#### TASK OBJECTIVE:
Every entry below should be reproduced exactly, with all pictures left out.

#### RECORDS SUPPLIED:
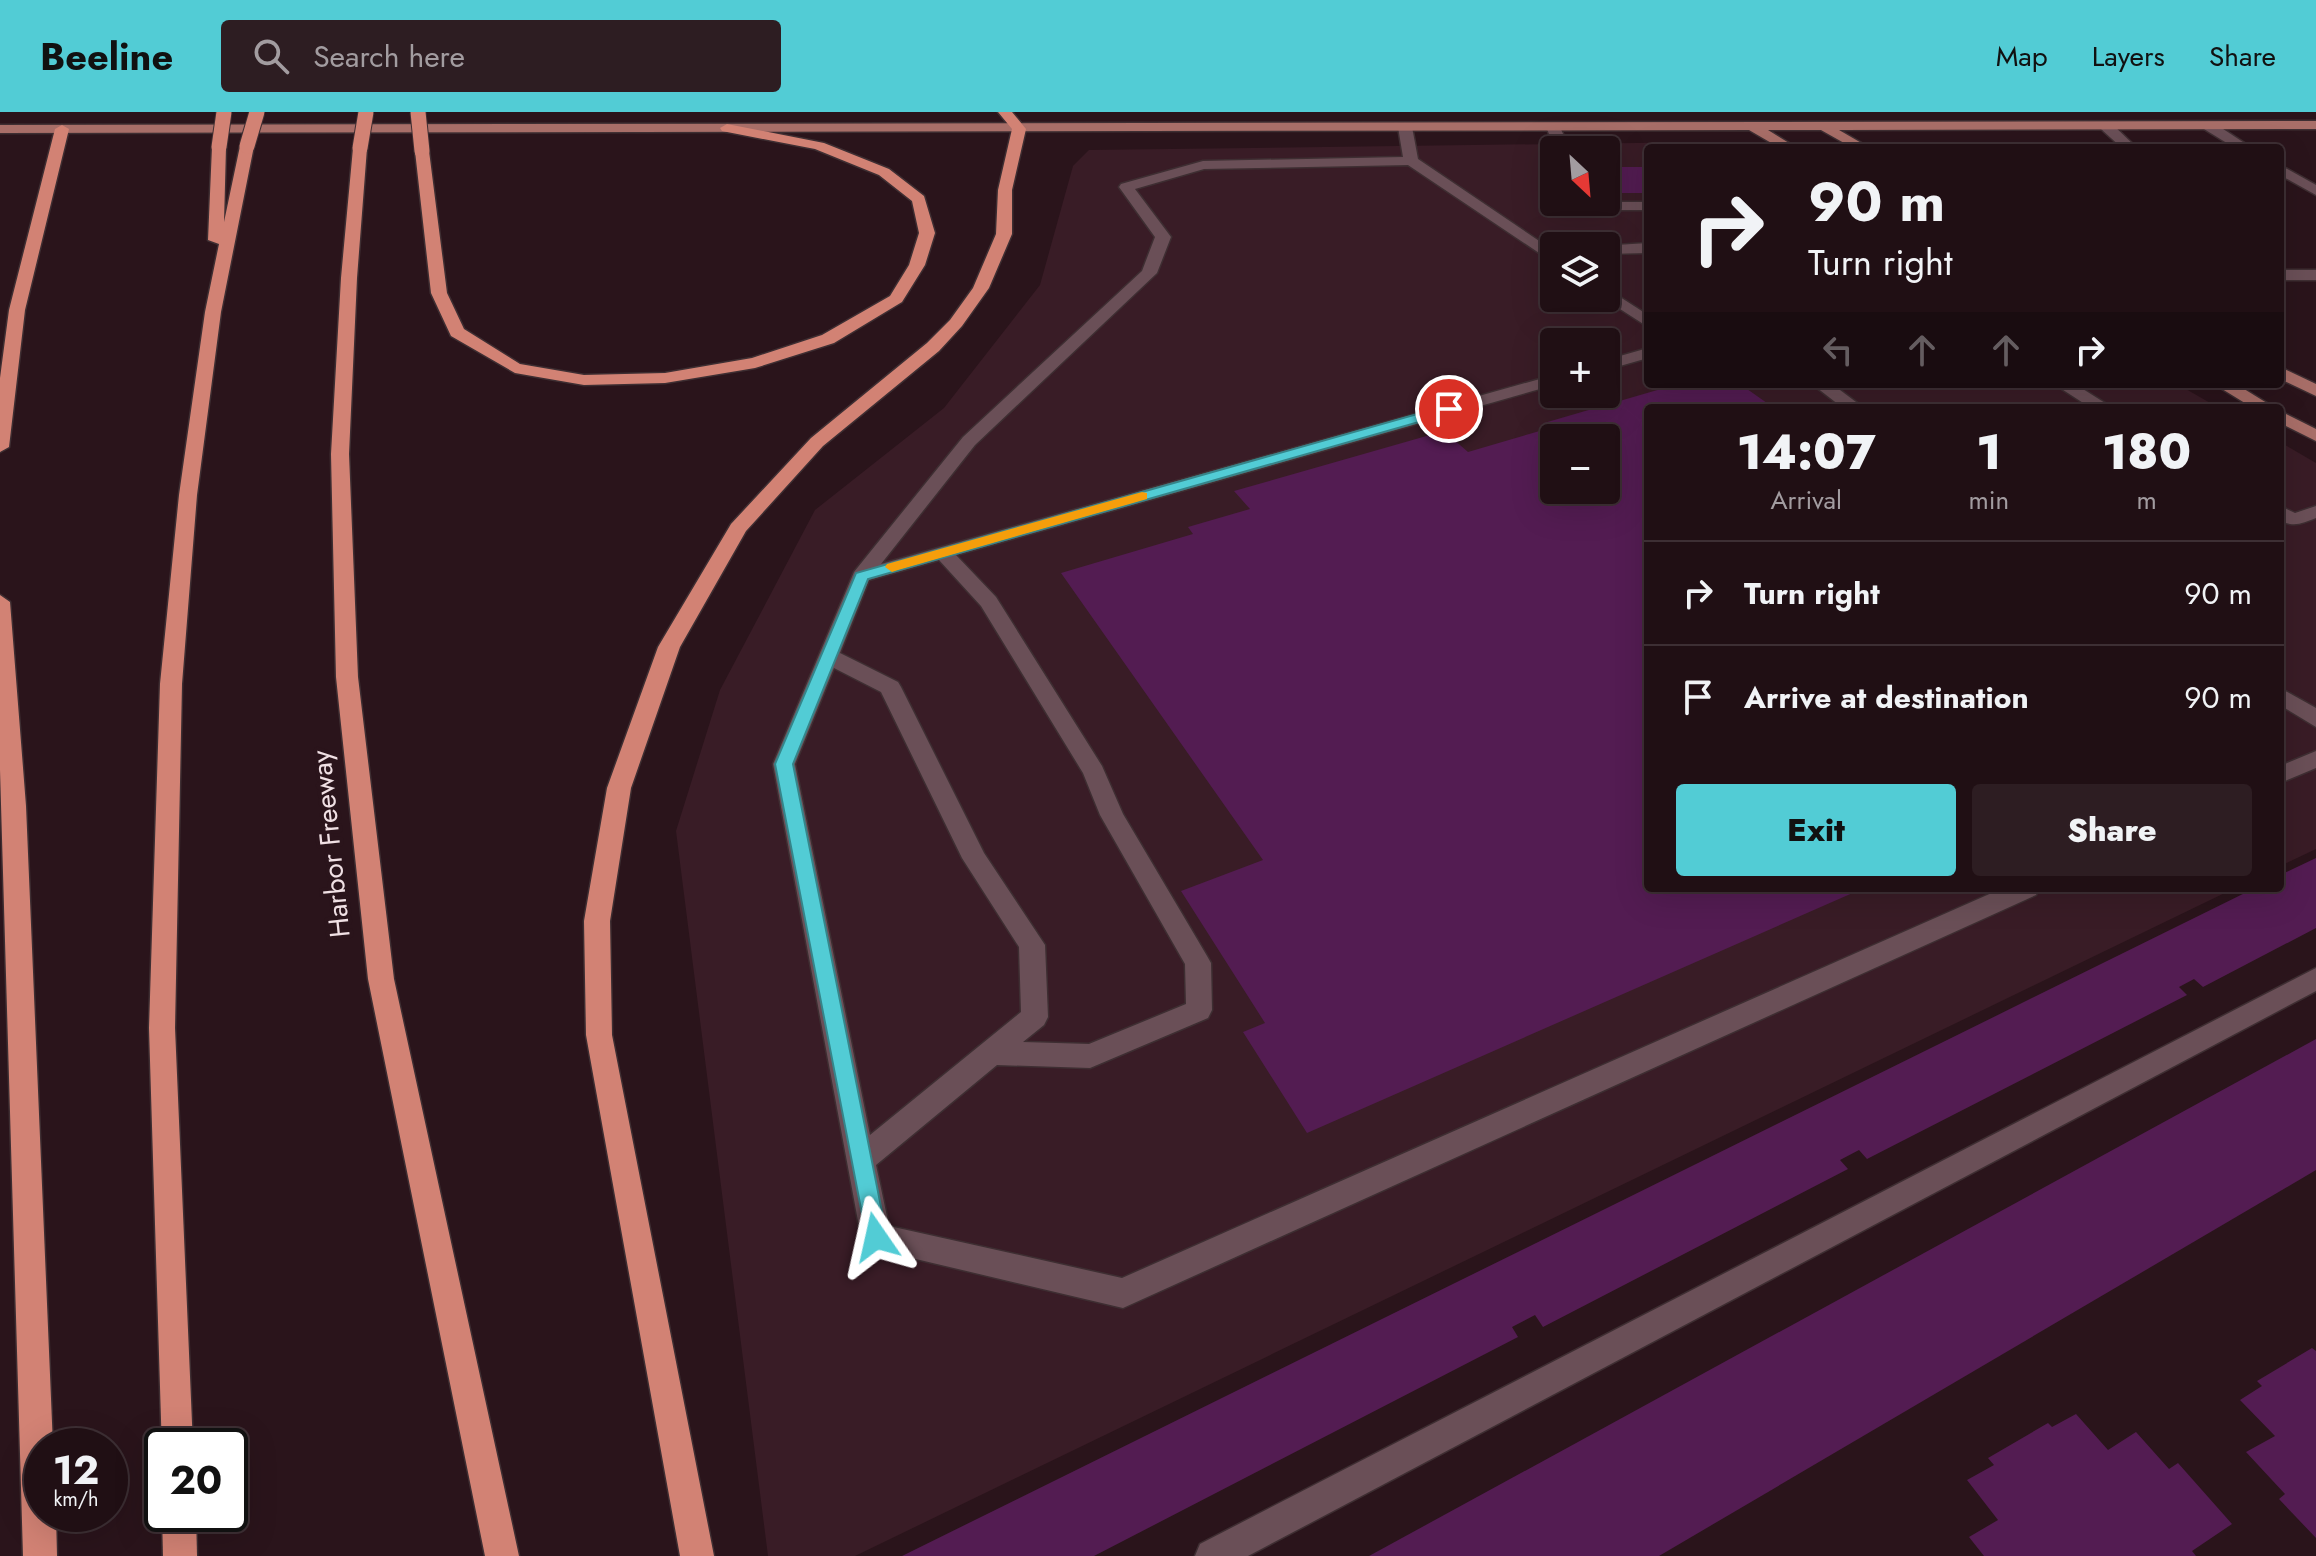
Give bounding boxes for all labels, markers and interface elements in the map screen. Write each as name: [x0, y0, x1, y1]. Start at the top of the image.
search box: [221, 20, 781, 92]
text: Beeline: [40, 29, 173, 84]
icon: search: [249, 34, 293, 78]
text: Search here: [313, 35, 465, 78]
text: Map: [1996, 36, 2048, 77]
text: Layers: [2092, 36, 2165, 77]
text: Share: [2209, 36, 2276, 77]
north arrow: [1540, 136, 1620, 216]
map controls: [1540, 136, 1620, 504]
text: 90 m: [1808, 161, 1945, 242]
icon: right: [1676, 176, 1780, 280]
button: layers: [1540, 232, 1620, 312]
text: Turn right: [1808, 236, 1953, 288]
button: +: [1540, 328, 1620, 408]
icon: left: [1816, 328, 1860, 372]
icon: ahead: [1900, 328, 1944, 372]
icon: ahead: [1984, 328, 2028, 372]
icon: right: [2068, 328, 2112, 372]
pin: [1415, 375, 1483, 443]
icon: arrive: [1427, 387, 1471, 431]
text: 14:07: [1737, 418, 1876, 487]
text: 1: [1976, 418, 2002, 487]
text: 180: [2102, 418, 2191, 487]
button: −: [1540, 424, 1620, 504]
text: Arrival: [1770, 481, 1842, 519]
text: min: [1969, 481, 2009, 519]
text: m: [2136, 481, 2157, 519]
icon: right: [1676, 571, 1720, 615]
text: Turn right: [1744, 572, 1880, 615]
text: 90 m: [2184, 572, 2252, 615]
icon: arrive: [1676, 675, 1720, 719]
text: Arrive at destination: [1744, 676, 2029, 719]
text: 90 m: [2184, 676, 2252, 719]
street label: Harbor Freeway: [300, 748, 361, 940]
button: Exit: [1676, 784, 1956, 876]
button: Share: [1972, 784, 2252, 876]
position arrow: [834, 1195, 918, 1279]
speed limit sign: 20: [144, 1428, 248, 1532]
text: 12: [53, 1441, 99, 1499]
text: km/h: [53, 1485, 99, 1514]

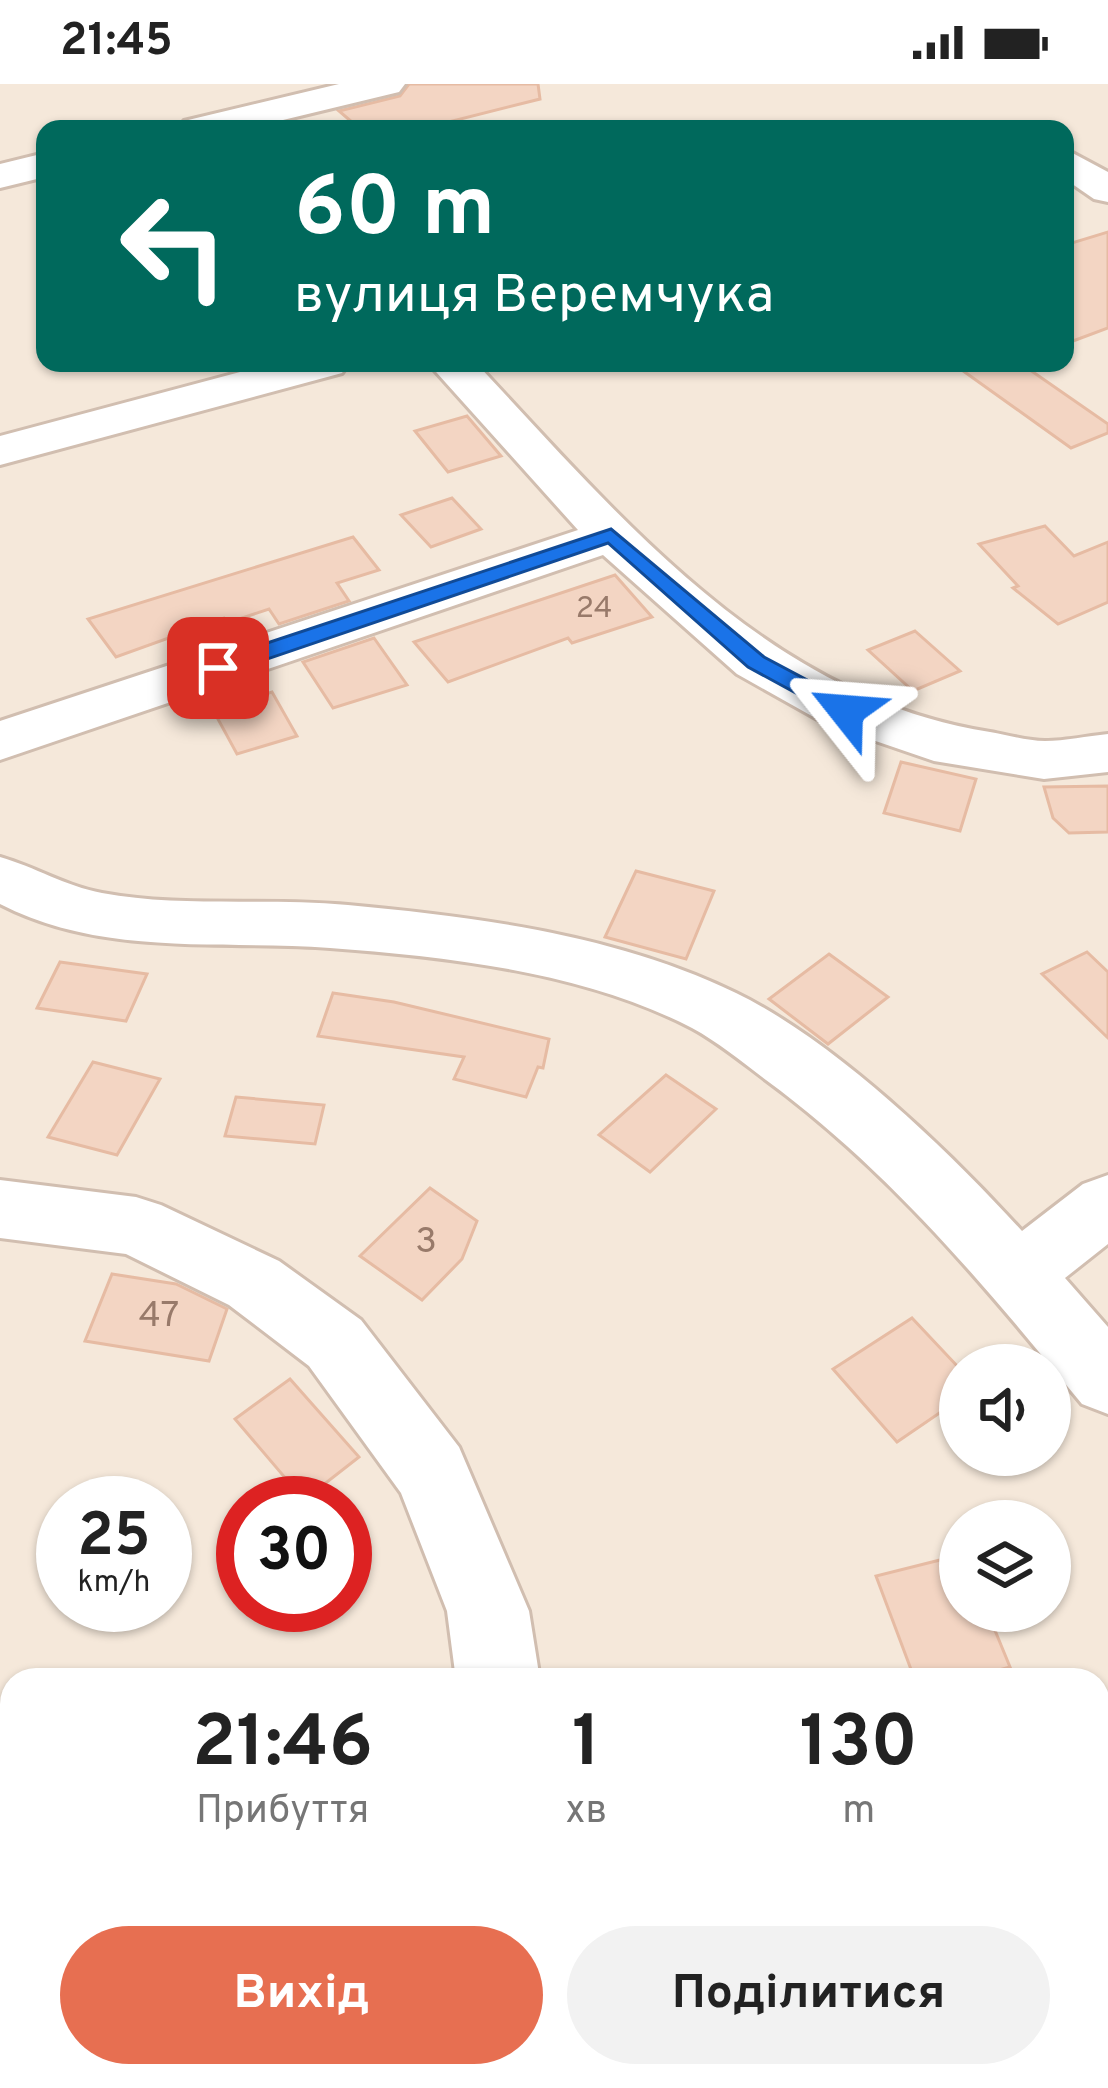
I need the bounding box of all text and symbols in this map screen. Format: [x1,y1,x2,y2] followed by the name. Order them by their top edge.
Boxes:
[60,14,173,71] text: 21:45
[294,159,495,265] text: 60 m
[96,168,252,324] icon: left
[294,263,774,332] text: вулиця Веремчука
[576,591,612,628] house number: 24
[167,617,269,719] pin
[185,635,251,701] icon: arrive
[783,648,909,774] position arrow
[415,1220,437,1266] house number: 3
[139,1294,179,1340] house number: 47
[939,1344,1071,1632] map controls
[939,1344,1071,1476] button: sound
[216,1476,372,1632] speed limit sign: 30
[939,1500,1071,1632] button: layers
[77,1501,151,1577] text: 25
[78,1565,150,1602] text: km/h
[192,1700,373,1792] text: 21:46
[572,1700,601,1792] text: 1
[800,1700,918,1792] text: 130
[196,1788,369,1837] text: Прибуття
[565,1788,607,1837] text: хв
[842,1788,875,1837] text: m
[60,1926,543,2064] button: Вихід
[567,1926,1050,2064] button: Поділитися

#### SOLUTION FOR THIS PROBLEM:
Give bounding boxes for all labels, markers and interface elements in the map screen. Write each as name: [x0, y0, x1, y1]. Start at the top of the image.
search box: [221, 20, 781, 92]
text: Beeline: [40, 29, 173, 84]
icon: search: [249, 34, 293, 78]
text: Search here: [313, 35, 465, 78]
text: Map: [1996, 36, 2048, 77]
text: Layers: [2092, 36, 2165, 77]
text: Share: [2209, 36, 2276, 77]
north arrow: [1540, 136, 1620, 216]
map controls: [1540, 136, 1620, 504]
text: 90 m: [1808, 161, 1945, 242]
icon: right: [1676, 176, 1780, 280]
button: layers: [1540, 232, 1620, 312]
text: Turn right: [1808, 236, 1953, 288]
button: +: [1540, 328, 1620, 408]
icon: left: [1816, 328, 1860, 372]
icon: ahead: [1900, 328, 1944, 372]
icon: ahead: [1984, 328, 2028, 372]
icon: right: [2068, 328, 2112, 372]
pin: [1415, 375, 1483, 443]
icon: arrive: [1427, 387, 1471, 431]
text: 14:07: [1737, 418, 1876, 487]
text: 1: [1976, 418, 2002, 487]
text: 180: [2102, 418, 2191, 487]
button: −: [1540, 424, 1620, 504]
text: Arrival: [1770, 481, 1842, 519]
text: min: [1969, 481, 2009, 519]
text: m: [2136, 481, 2157, 519]
icon: right: [1676, 571, 1720, 615]
text: Turn right: [1744, 572, 1880, 615]
text: 90 m: [2184, 572, 2252, 615]
icon: arrive: [1676, 675, 1720, 719]
text: Arrive at destination: [1744, 676, 2029, 719]
text: 90 m: [2184, 676, 2252, 719]
street label: Harbor Freeway: [300, 748, 361, 940]
button: Exit: [1676, 784, 1956, 876]
button: Share: [1972, 784, 2252, 876]
position arrow: [834, 1195, 918, 1279]
speed limit sign: 20: [144, 1428, 248, 1532]
text: 12: [53, 1441, 99, 1499]
text: km/h: [53, 1485, 99, 1514]

I need the bounding box of all text and symbols in this map screen. Format: [x1,y1,x2,y2] followed by the name. Order them by their top edge.
Boxes:
[60,14,173,71] text: 21:45
[294,159,495,265] text: 60 m
[96,168,252,324] icon: left
[294,263,774,332] text: вулиця Веремчука
[576,591,612,628] house number: 24
[167,617,269,719] pin
[185,635,251,701] icon: arrive
[783,648,909,774] position arrow
[415,1220,437,1266] house number: 3
[139,1294,179,1340] house number: 47
[939,1344,1071,1632] map controls
[939,1344,1071,1476] button: sound
[216,1476,372,1632] speed limit sign: 30
[939,1500,1071,1632] button: layers
[77,1501,151,1577] text: 25
[78,1565,150,1602] text: km/h
[192,1700,373,1792] text: 21:46
[572,1700,601,1792] text: 1
[800,1700,918,1792] text: 130
[196,1788,369,1837] text: Прибуття
[565,1788,607,1837] text: хв
[842,1788,875,1837] text: m
[60,1926,543,2064] button: Вихід
[567,1926,1050,2064] button: Поділитися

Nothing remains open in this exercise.